A hearing this week will determine how much customers might pay for solar — and if a new program has a chance to succeed.

November 15, 2021

Just weeks after Virginia opened its first shared solar program, the outcome of a hearing this week threatens to undercut the economic initiative in the state, kneecapping it before it ever begins.

The Nov. 18 hearing in the State Corporation Commission will consider whether the commonwealth will grant Dominion Energy its proposed minimum bill, which solar advocates say would challenge the new program’s ability to serve customers at all.

“What’s at stake is the viability of the program,” says Hannah Coman, associate general counsel for Apex Clean Energy.
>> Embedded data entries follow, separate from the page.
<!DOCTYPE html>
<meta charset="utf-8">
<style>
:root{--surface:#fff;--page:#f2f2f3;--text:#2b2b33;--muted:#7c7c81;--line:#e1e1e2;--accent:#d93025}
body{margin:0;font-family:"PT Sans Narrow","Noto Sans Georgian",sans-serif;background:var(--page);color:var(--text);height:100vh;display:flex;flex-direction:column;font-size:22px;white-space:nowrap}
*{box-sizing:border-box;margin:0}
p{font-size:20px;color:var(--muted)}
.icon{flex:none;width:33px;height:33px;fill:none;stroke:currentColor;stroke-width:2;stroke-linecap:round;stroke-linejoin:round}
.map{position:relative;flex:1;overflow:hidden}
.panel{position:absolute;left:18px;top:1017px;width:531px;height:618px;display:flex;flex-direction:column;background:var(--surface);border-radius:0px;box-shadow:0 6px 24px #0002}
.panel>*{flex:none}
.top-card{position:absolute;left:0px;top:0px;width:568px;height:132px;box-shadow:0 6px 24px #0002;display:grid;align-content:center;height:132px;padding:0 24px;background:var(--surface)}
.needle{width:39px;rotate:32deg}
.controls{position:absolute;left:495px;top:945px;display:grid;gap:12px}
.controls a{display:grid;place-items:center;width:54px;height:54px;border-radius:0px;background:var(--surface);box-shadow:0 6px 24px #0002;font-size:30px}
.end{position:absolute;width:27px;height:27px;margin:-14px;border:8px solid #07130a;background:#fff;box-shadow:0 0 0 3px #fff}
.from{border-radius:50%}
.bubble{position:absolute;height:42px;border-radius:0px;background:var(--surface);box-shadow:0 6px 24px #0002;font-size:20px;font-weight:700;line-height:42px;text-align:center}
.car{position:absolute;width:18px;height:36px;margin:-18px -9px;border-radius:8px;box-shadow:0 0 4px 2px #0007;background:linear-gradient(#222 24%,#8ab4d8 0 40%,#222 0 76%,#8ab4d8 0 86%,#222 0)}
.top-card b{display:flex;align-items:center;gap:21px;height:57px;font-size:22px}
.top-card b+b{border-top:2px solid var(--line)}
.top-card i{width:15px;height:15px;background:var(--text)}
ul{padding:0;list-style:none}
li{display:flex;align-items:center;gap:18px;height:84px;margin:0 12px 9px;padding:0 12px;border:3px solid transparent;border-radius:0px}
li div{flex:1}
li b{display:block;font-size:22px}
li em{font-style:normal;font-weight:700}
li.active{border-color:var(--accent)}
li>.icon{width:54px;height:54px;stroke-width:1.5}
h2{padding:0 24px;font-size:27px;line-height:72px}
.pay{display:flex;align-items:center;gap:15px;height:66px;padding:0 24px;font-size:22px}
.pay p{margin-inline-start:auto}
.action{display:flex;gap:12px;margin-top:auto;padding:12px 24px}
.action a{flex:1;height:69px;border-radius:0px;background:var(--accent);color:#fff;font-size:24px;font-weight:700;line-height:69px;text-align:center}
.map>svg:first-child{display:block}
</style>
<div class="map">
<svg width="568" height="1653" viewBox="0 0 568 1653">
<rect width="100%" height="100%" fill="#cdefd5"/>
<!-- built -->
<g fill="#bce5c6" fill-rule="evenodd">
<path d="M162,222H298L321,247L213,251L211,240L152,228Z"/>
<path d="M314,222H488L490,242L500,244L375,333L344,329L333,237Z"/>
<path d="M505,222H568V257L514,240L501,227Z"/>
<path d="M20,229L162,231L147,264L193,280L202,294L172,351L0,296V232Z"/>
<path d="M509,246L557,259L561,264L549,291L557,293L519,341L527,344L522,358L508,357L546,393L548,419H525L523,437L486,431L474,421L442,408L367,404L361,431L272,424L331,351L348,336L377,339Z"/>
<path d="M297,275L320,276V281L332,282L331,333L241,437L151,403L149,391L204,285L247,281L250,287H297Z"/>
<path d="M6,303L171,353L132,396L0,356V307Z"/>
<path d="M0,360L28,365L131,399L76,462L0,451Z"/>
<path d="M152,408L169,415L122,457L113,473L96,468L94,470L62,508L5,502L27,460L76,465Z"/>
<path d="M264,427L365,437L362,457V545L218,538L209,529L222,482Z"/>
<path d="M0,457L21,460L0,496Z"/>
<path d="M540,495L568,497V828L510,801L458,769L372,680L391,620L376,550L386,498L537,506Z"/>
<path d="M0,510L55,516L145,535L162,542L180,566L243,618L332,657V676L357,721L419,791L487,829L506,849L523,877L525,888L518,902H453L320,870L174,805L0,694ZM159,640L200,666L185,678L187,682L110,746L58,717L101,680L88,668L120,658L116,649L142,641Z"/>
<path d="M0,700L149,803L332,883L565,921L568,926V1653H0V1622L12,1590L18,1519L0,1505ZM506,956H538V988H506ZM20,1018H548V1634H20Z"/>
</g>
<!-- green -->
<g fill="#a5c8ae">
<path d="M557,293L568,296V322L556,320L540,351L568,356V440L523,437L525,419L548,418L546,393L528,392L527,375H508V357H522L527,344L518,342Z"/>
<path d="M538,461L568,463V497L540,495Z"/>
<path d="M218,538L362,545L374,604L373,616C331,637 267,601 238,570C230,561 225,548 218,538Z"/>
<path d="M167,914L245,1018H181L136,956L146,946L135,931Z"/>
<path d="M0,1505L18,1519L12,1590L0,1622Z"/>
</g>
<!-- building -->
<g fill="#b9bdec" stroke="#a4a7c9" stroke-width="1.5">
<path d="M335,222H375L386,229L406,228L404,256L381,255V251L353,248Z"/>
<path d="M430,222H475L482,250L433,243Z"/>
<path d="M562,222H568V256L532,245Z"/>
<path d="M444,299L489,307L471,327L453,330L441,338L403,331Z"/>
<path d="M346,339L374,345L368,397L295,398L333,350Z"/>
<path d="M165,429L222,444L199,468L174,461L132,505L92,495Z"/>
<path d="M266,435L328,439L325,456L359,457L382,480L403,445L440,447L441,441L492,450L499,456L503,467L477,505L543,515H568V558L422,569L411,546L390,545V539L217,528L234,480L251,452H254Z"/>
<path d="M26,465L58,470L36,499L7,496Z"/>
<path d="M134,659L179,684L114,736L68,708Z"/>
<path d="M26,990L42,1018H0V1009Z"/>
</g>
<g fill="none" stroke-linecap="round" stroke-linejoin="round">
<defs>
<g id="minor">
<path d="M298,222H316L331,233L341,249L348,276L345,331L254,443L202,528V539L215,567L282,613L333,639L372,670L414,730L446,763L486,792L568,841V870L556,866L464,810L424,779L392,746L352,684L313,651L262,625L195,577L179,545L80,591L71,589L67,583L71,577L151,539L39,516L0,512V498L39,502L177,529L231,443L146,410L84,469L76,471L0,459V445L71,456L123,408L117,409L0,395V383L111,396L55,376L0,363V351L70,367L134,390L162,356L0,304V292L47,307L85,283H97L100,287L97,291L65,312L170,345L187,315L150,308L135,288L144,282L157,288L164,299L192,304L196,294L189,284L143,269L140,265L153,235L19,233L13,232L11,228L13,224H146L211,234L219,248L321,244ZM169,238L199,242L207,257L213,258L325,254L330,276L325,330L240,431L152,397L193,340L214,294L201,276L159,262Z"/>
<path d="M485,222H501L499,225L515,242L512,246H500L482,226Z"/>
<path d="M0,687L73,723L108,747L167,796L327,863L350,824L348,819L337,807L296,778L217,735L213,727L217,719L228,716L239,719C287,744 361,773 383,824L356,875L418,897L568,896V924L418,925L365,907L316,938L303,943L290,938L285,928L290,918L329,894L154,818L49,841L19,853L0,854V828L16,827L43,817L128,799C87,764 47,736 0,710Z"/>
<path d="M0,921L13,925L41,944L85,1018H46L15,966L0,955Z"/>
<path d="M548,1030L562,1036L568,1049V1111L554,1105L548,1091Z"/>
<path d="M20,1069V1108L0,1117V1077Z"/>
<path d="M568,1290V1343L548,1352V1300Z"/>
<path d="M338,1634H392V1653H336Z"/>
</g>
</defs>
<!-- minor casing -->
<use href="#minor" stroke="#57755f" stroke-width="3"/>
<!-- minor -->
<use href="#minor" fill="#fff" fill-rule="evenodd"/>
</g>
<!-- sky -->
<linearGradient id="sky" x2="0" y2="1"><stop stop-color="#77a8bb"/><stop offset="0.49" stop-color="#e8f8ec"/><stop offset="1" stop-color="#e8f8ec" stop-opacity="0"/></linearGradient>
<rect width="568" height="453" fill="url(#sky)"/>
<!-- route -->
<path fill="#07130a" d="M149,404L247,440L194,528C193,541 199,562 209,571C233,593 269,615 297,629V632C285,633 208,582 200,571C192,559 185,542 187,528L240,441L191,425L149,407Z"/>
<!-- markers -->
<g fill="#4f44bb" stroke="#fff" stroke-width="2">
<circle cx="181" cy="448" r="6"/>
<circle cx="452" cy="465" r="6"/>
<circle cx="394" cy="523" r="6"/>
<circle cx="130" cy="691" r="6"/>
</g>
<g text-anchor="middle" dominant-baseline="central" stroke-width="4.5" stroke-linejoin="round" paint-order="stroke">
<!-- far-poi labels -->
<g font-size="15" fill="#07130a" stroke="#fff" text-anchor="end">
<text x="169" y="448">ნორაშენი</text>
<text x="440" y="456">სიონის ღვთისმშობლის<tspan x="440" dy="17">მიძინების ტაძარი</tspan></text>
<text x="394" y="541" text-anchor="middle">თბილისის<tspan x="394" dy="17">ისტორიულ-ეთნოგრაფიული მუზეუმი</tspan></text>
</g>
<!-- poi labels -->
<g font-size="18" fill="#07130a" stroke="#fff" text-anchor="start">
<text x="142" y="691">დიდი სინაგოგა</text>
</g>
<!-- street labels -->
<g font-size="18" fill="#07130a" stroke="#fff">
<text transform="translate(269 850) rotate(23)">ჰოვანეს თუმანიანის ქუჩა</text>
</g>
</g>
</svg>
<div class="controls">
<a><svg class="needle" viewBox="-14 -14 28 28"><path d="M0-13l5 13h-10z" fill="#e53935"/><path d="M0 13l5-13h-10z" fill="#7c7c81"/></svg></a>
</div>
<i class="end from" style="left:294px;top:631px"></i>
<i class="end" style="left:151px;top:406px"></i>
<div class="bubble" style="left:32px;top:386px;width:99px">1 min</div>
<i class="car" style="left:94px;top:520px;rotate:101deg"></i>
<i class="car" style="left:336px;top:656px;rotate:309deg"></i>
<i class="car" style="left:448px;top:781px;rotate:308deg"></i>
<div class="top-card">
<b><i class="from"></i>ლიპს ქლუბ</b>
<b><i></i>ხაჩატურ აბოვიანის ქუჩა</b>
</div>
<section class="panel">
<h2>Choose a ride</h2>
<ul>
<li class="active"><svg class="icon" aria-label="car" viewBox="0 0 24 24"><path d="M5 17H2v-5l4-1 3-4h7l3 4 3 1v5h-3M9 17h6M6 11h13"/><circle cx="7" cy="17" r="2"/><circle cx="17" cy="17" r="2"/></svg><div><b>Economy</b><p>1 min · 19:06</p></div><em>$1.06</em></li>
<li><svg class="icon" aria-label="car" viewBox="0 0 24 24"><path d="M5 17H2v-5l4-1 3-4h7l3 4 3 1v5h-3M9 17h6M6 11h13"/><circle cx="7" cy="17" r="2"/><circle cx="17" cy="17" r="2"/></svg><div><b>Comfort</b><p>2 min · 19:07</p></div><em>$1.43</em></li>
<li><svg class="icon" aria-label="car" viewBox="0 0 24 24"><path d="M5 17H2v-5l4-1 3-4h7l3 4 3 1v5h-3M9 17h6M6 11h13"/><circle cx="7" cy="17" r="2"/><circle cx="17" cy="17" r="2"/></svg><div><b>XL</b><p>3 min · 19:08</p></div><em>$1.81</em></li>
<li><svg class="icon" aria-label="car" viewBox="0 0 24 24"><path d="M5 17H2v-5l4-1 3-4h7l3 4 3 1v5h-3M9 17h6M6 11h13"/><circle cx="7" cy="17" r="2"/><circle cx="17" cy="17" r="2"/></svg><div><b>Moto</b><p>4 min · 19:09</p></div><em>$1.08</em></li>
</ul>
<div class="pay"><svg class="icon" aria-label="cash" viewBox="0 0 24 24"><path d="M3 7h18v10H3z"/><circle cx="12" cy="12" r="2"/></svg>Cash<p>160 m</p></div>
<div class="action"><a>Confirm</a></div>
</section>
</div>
The shared solar law included the ability for regulators to set a minimum monthly bill that would account for the costs of implementing the system. But conflicting calculations between the law’s supporters and the utility have left a wide gulf.

“Our proposal was for a minimum bill to be under $10—essentially $7 or $8 for a residential customer,” says Charlie Coggeshall, senior analyst for the Coalition for Community Solar Access. Dominion’s proposal, on the other hand, was at least  $75 and up to about $95. “It’s just so massive that it’s going to kill the level of subscriptions. It won’t make it worthwhile from a customer’s perspective and likely undermines the economics of the program completely.”

Such a high charge, solar advocates say, violates the purpose of a minimum bill and undermines the intent of the legislation that was passed in 2020.

“When it was written, the intent was that there should be a minimum bill that really covers the incremental costs of the program for the utility, and nothing more,” continues Coman. “If you went on vacation, and you didn’t use any electricity while you were gone, you would still come back and have to pay the utility $75 if you were signed up for this program, which is absurd.”

Proponents say Dominion’s proposal is an underhanded way to kill the program.

“You just don’t like the fact that there was a clean energy law for shared solar passed,” says Karl Rábago of Rábago Energy LLC, “and so you’re going to try to undermine it.”

If Virginia’s shared solar program works as intended, an ambitious 30% of project capacity is reserved for low-income customers, who stand to gain the most from the lower energy bills that shared solar would create. Even though low-income customers are exempt from the minimum bill requirements, if the rate is set too high, it would have program-wide implications.

“With a $75 minimum bill, nobody would see enough value to subscribe,” adds Rábago. “If those subscriptions don’t happen and the entrants do not come to the market to offer this service and develop these facilities, then low-income customers will not get the benefits.”

Part of the problem, says Coman, is that Dominion’s proposal doesn’t account for the grid-wide benefits of moving some customers to shared solar. “As the grid becomes more distributed, there would be less congestion on the grid.”

That, she says, would benefit all customers—not just those signed up to use solar energy. And that’s in addition to the economic and societal benefits that locally produced clean energy brings. 

“Renewable energy, especially when it’s built locally in Virginia, creates jobs in Virginia,” Coman adds. “Allowing people to buy clean energy that has been generated here in Virginia is part of an open, competitive market.”

“We’re supposed to allow free markets to succeed, and we’re supposed to reward those who put their capital at risk to try to find a better way to do things,” adds Rábago. “If we let the utilities stifle these programs  for no other reason than they want to monopolize power generation, then shame on us.”